Fans of indie cinema will be in their element this week as the London Sundance film festival opens on Thursday (6th July) at Picturehouse Central for four days of magnificent movies.
And there’s a veritable feast for the eyes on offer, all kicking off with the UK premiere of ‘Scrapper’, written and directed by Londoner Charlotte Regan on July 6th. The drama stars Harris Dickinson (Triangle of Sadness) as a man looking to reconnect with his estranged 12-year-old daughter Georgie (Lola Campbell) when her mum dies.
Another major highlight is the A24 produced supernatural horror for the Instagram-generation, ‘Talk to Me’, directed by Aussie brother’s Danny and Michael Philippou.
Sophie Wilde stars as Mia, a girl looking for a distraction on the anniversary of the death of her mother, who attempts to try and conjure spirits. After holding a séance with her friends using an embalmed hand, they become hooked on their new hobby, until terrifying forces from the other side turn their festivities into ghastly goings on.

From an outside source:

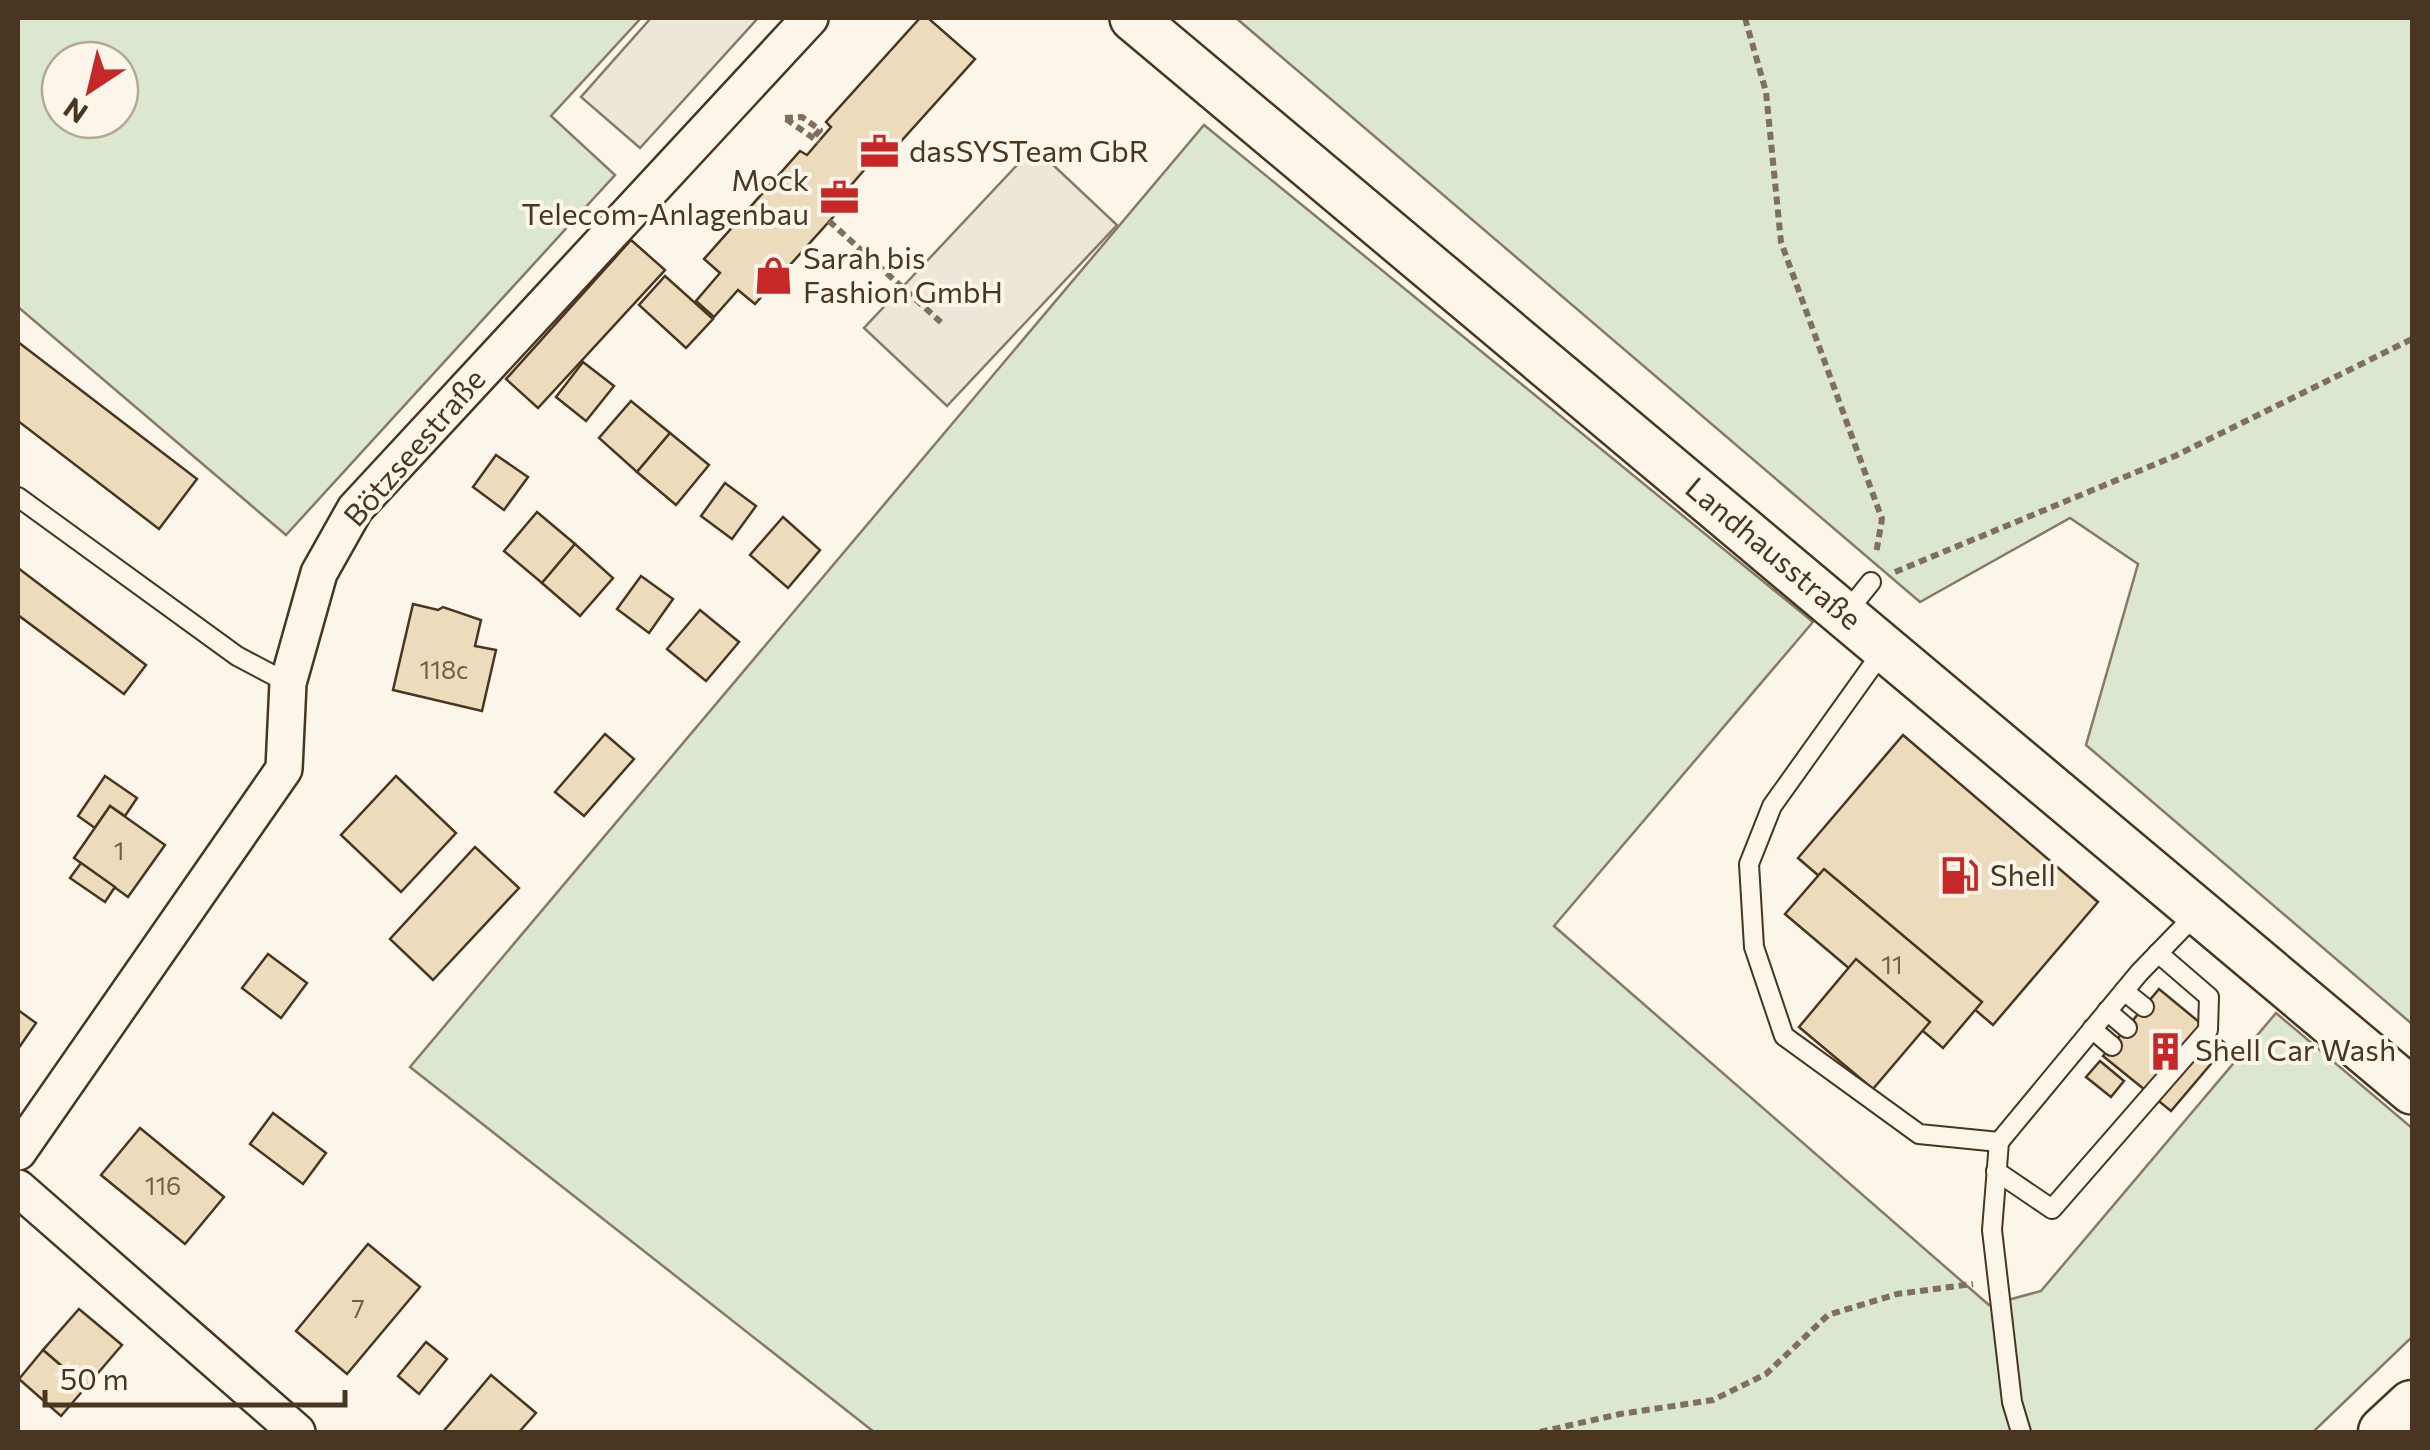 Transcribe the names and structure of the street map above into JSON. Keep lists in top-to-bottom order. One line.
{"streets":{"street":["Bötzseestraße","Landhausstraße"]},"places":{"office":["dasSYSTeam GbR","Mock Telecom-Anlagenbau"],"shop":["Sarah bis Fashion GmbH"],"fuel station":["Shell"],"building":["Shell Car Wash"]},"house_numbers":["118c","1","11","116","7"],"scale_bar":"50 m","north":"bottom left"} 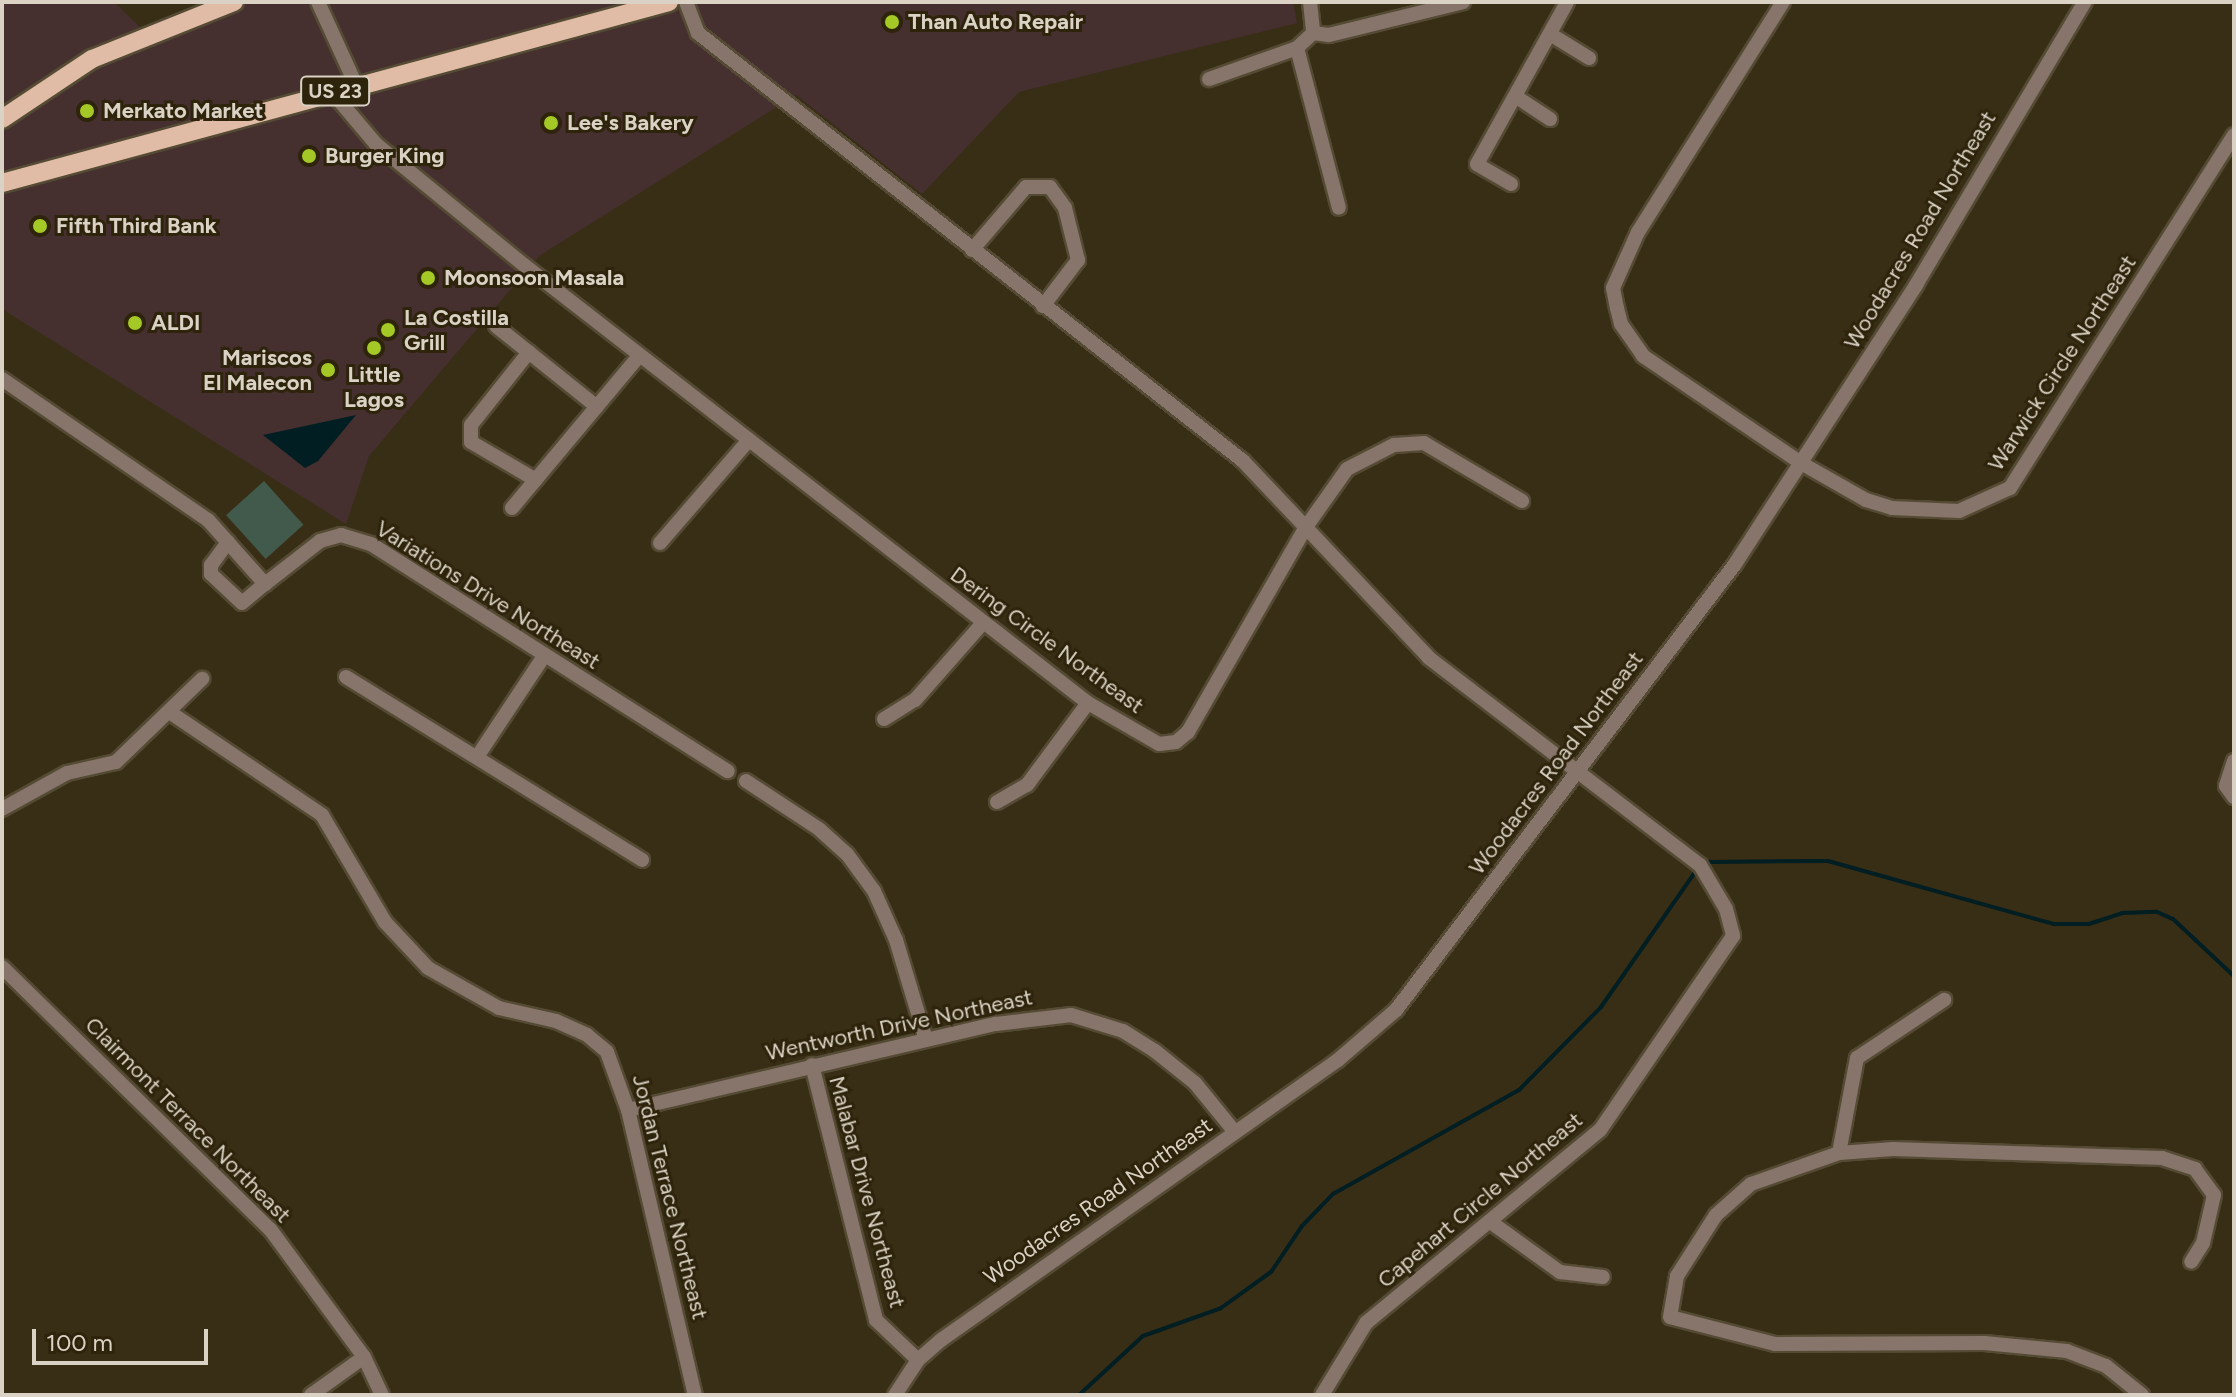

Other flicks to keep a close eye on are ‘Passages’ starring Ben Whishaw (Women Talking) and Adèle Exarchopoulos (Blue Is The Warmest Colour). This already highly acclaimed love triangle drama helmed by Ira Sachs, tells the intimate story of a gay couple whose marriage is thrown into crisis when one of them begins a passionate affair with a younger woman.
There’s also the anticipated romance ‘Past Lives’ starring Greta Lee (Russian Doll), Teo Yoo (Decision To Leave), and John Magaro (First Cow).
This debut feature from writer and director Celine Song follows a reunion between two childhood friends as they contemplate their relationship and their own lives.
There’s ‘Fairyland’ a stylish coming-of-age drama based on Alysia Abbott’s memoir. The film is told from the perspective of a young girl being brought up by her single gay father in San Francisco in the 1970s and stars Emilia Jones (CODA), Scoot McNairy (Argo), Geena Davis (Thelma & Louise) and singer-songwriter Adam Lambert.
If documentaries are your thing, there are plenty to get stuck into from Anton Corbijn’s (Control) ‘Squaring the Circle (The Story of Hipgnosis)’, which explores the the duo behind some of music’s most iconic album covers. As well as Maximilien Van Aertryck and Axel Danielson’s award-winning ‘Fantastic Machine’, a journey into the life of the video camera. Not to mention, ‘Invisible Beauty’, which puts a spotlight on celebrated activist and model, Bethann Hardison.
In an exclusive repertory strand, the Festival will present three films by radical American filmmaker, producer, writer, and editor, Gregg Araki. He’ll be in town to attend the special screenings and Q&A sessions of the Rose McGowan and James Duval starring, ‘The Doom Generation’, ‘Three Bewildered People In The Night’ and ‘Mysterious Skin’.
Once again, the line-up this year includes a short film programme dedicated to UK productions, highlighting some of the amazing talent in the Short Film art form, in films either produced in the UK or made by filmmakers based in the UK.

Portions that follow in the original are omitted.